The Ship of Fools might even be renamed Ship of Tools in honour of their virtual reconstructions.

commieBob
Reply to  Crispin in Waterloo but really in Ulaanbaatar
January 17, 2018 7:04 am

… cinder block wall …

??? link The story tells of blocks filled with concrete. The first thing that comes to mind is that the blocks may have been some kind of concretion.

I’m surprised that nobody has found this sufficiently interesting to investigate further.

Samuel C Cogar
Reply to  Crispin in Waterloo but really in Ulaanbaatar
January 17, 2018 7:29 am

It matters not if it is a “cut” stone block wall or a 2 foot length of petrified tree trunk that is found incased in a seam of coal, …… the fact is that both could be the result of an “increase in sea level” or the formation of a shallow lake or an “inland sea” prior to or during the early part of the Carboniferous Period about 363 to 290 million years ago.
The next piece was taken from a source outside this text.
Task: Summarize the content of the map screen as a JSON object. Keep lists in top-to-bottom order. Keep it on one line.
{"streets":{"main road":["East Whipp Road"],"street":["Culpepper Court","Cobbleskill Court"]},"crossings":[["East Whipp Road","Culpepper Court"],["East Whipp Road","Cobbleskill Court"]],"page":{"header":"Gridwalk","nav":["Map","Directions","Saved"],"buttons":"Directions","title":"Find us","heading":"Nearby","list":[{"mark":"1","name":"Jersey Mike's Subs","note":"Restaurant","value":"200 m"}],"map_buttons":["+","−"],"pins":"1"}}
No one actually knows how old the Sphynx or the Great Pyramid of Giza actually is ….. or who constructed them ….. or for what purpose they were constructed. The same goes for Machu Picchu and other archeological sites in SA.

January 16, 2018 7:22 am

The newly crowded birds are the culprits who torched the landscape, and kept the tradition alive for 10ky by chirp of beak. –AGF

Aphan
Reply to  agfosterjr
January 16, 2018 7:46 am

Can you imagine when those Raptors evolve to the point where they figure out how to use matches???

🙂

rocketscientist
Reply to  agfosterjr
January 16, 2018 8:36 am

If the “fire hawk” story is validated (and I expect it will be) then it very well may be that birds, who have existed and evolved millennia before humans, probably were the ones to demonstrate fire usage to the early humans. We probably learned as well from the birds how to break open the shells of clams, mussels and snails with stones.

wws
Reply to  rocketscientist
January 16, 2018 4:25 pm

sure, they may have used fire and tools, but their economic policies were hopelessly wrongheaded. And don’t even get me started on how badly they handled manufacturing.

Mydrrin
January 16, 2018 7:35 am

He’s an idiot. There are many generations between these times. People live and expand as the land allows. The climate change at that time allowed more people per acre, not because they were squished. If the land resources allowed more there would be more, if not they would starve. Perhaps the people added land resources through technology, a better spear or dog breeding, or perhaps it rained more just because.

mikewaite
Reply to  Mydrrin
January 16, 2018 8:32 am

They were not deficient in technology , according to this report from an archaeological website:http://www.stonepages.com/news/archives/005731.html
11 November 2016
Australia holds earliest evidence of ground-edge axe technology

Earlier this year, a team of Australian researchers published new findings about a fragment of a ground-edge axe discovered in the Kimberly region of Australia. The flake had been excavated in the early 1990s but hadn’t been discovered among the rest of the excavated material until 2014.
Between 44,000 and 49,000 years old, it is the earliest evidence of ground-edge axe technology anywhere in the world, closely coinciding with the first arrival of modern humans on the continent, which archaeological evidence suggests occurred between 60,000 and 50,000 years ago. According to the research, the fragment represents the independent invention of this technology by the first Australians. The process involves grinding and abrading the stone – uncommon outside of the region until around 10,000 years ago, and unique within it.
To understand its significance we need to look at underlying assumptions about where and when human complexity developed and what form it took. ‘Human complexity’ generally refers to the range of behaviors that help define what it is to be “human” – for example the development of increasingly sophisticated tools and social structures.
Historically, archaeological evidence from Australia and most of Southeast Asia has not aligned well with conceptual models of the development of human complexity based almost exclusively on the archaeological records of Europe and Africa.
There is continued unease with the early stone artifact record from Australia, the simplicity of which is often still construed as evidence of a deficiency in early Australian cultures. The ground-edge axe flake discovered in the Kimberley region challenges these assumptions.
The fragment fits into a growing body of evidence including that of rock art in Sulawesi, Indonesia, and highly skilled deep-sea fishing off the coast of East Timor demonstrating that the first colonizers of Australia and Southeast Asia were developing expressions of human flexibility and creativity earlier than previously assumed. The archaeological evidence from this region also shows expressions of complex human behaviors that are unique for the time period.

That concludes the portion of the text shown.